Seneviratne Sanjeewa, Campbell Ian, Scott Nina, Kuper-Hommel Marion, Round Glenys, Lawrenson Ross
Waikato Clinical School, University of Auckland, Breast Cancer Research Office, Waikato Hospital, PO Box 934, Hamilton 3240, New Zealand.
BMC Cancer. 2014 Nov 18;14:839. doi: 10.1186/1471-2407-14-839.
Indigenous and/or minority ethnic women are known to experience longer delays for treatment of breast cancer, which has been shown to contribute to ethnic inequities in breast cancer mortality. We examined factors associated with delay in adjuvant chemotherapy and radiotherapy for breast cancer, and its impact on the mortality inequity between Indigenous Māori and European women in New Zealand.
All women with newly diagnosed invasive non-metastatic breast cancer diagnosed during 1999-2012, who underwent adjuvant chemotherapy (n = 922) or radiation therapy (n = 996) as first adjuvant therapy after surgery were identified from the Waikato breast cancer register. Factors associated with delay in adjuvant chemotherapy (60-day threshold) and radiation therapy (90-day threshold) were analysed in univariate and multivariate models. Association between delay in adjuvant therapy and breast cancer mortality were explored in Cox regression models.

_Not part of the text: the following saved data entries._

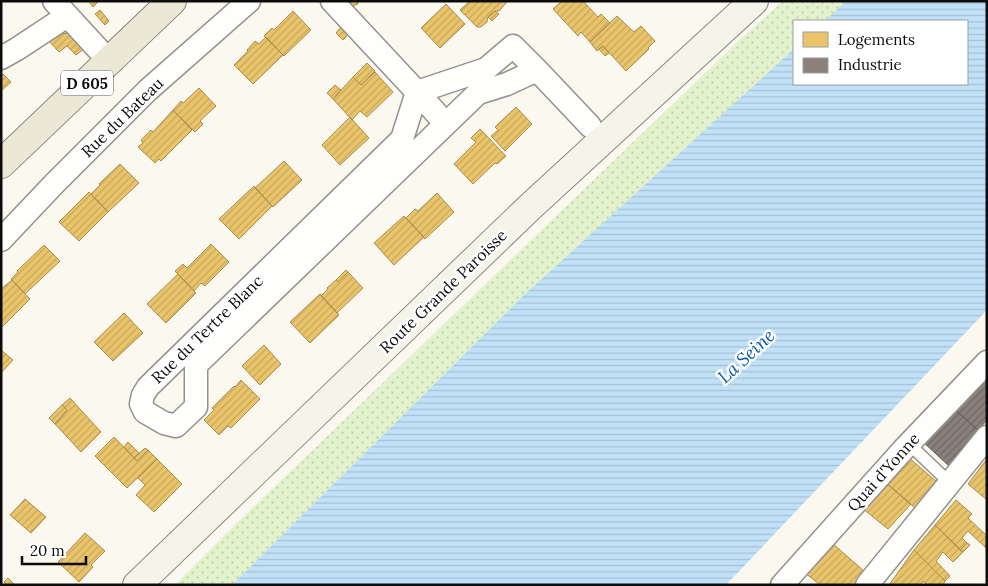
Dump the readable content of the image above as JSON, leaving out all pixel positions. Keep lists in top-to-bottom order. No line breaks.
{"streets":{"main road":["D 605","Route Grande Paroisse"],"street":["Rue du Bateau","Rue du Tertre Blanc","Quai d'Yonne"]},"water":["La Seine"],"legend":["Logements","Industrie"],"scale_bar":"20 m"}
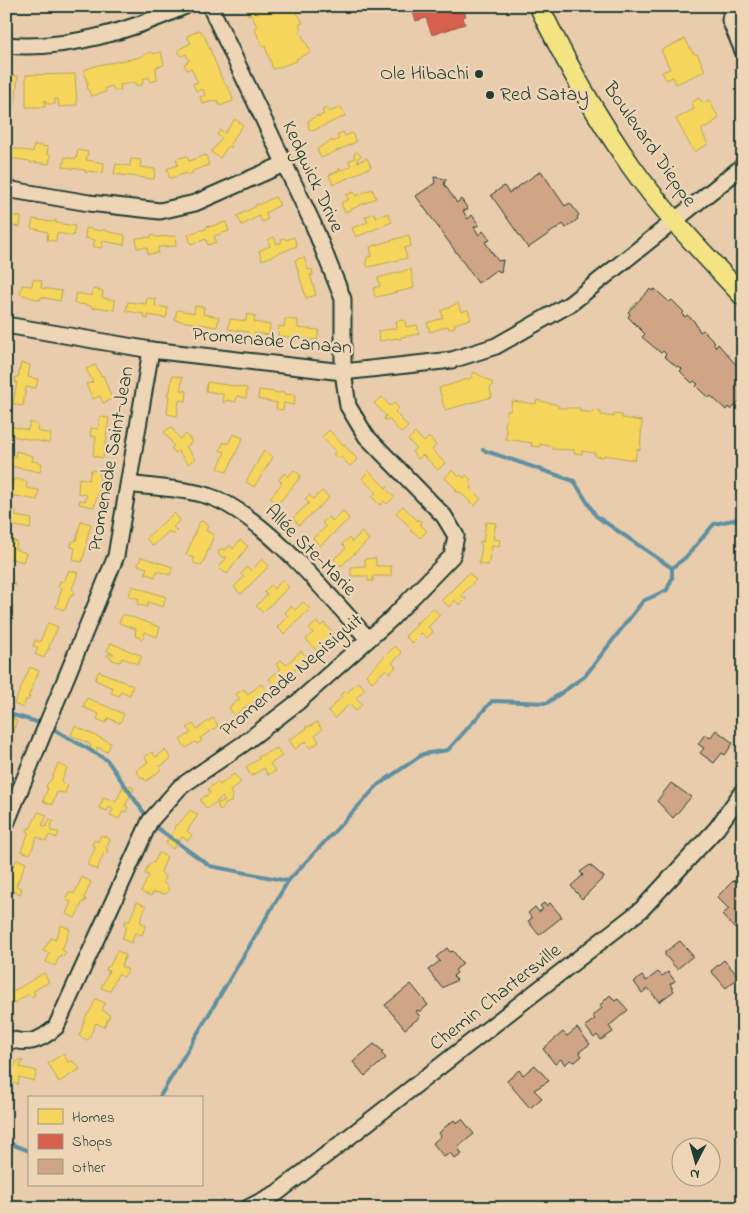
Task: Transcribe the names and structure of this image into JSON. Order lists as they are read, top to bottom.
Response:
{
  "streets": {
    "main road": ["Boulevard Dieppe"],
    "street": [
      "Kedgwick Drive",
      "Promenade Canaan",
      "Promenade Saint-Jean",
      "Allée Ste-Marie",
      "Promenade Nepisiguit",
      "Chemin Chartersville"
    ]
  },
  "crossings": [
    ["Boulevard Dieppe", "Promenade Canaan"],
    ["Kedgwick Drive", "Promenade Canaan"],
    ["Kedgwick Drive", "Promenade Nepisiguit"],
    ["Promenade Canaan", "Promenade Saint-Jean"],
    ["Promenade Canaan", "Promenade Nepisiguit"],
    ["Promenade Saint-Jean", "Allée Ste-Marie"],
    ["Allée Ste-Marie", "Promenade Nepisiguit"]
  ],
  "places": ["Ole Hibachi", "Red Satay"],
  "legend": ["Homes", "Shops", "Other"],
  "north": "bottom"
}
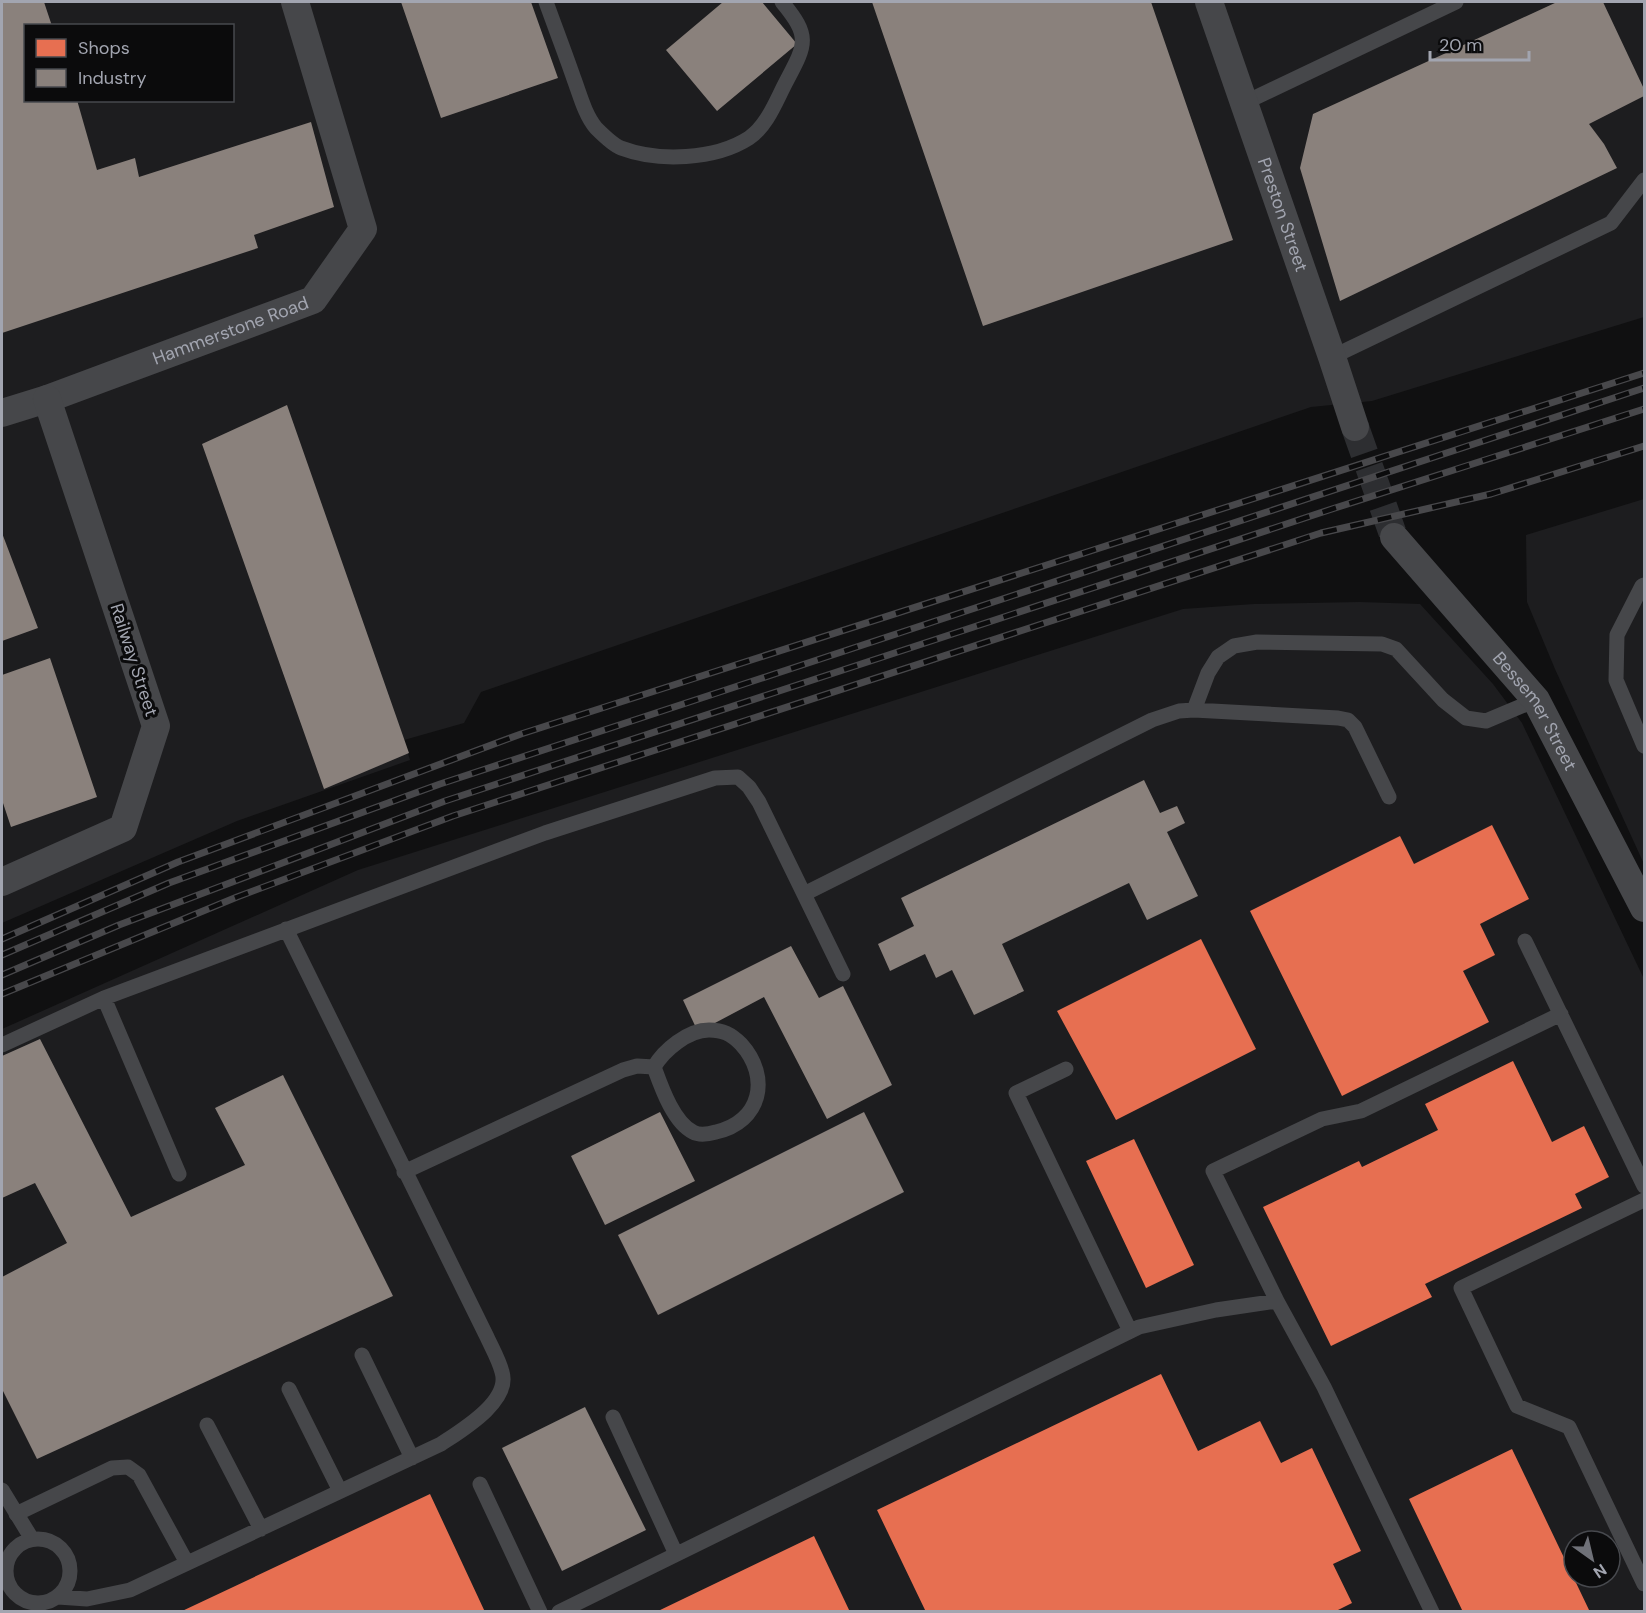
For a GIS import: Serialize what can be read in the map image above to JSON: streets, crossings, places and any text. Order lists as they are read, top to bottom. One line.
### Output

Overall, 32.4% and 32.3% women experienced delays longer than thresholds for chemotherapy and radiotherapy, respectively. Higher proportions of Māori compared with NZ European women experienced delays longer than thresholds for adjuvant radiation therapy (39.8% vs. 30.6%, p = 0.045) and chemotherapy (37.3% vs. 30.5%, p = 0.103). Rural compared with urban residency, requiring a surgical re-excision and treatment in public compared with private hospitals were associated with significantly longer delays (p < 0.05) for adjuvant therapy in the multivariate model. Breast cancer mortality was significantly higher for women with a delay in initiating first adjuvant therapy (hazard ratio [HR] =1.45, 95% confidence interval [CI] 1.05-2.01). Mortality risks were higher for women with delays in chemotherapy (HR = 1.34, 95% CI 0.89-2.01) or radiation therapy (HR = 1.28, 95% CI 0.68-2.40), although these were statistically non-significant.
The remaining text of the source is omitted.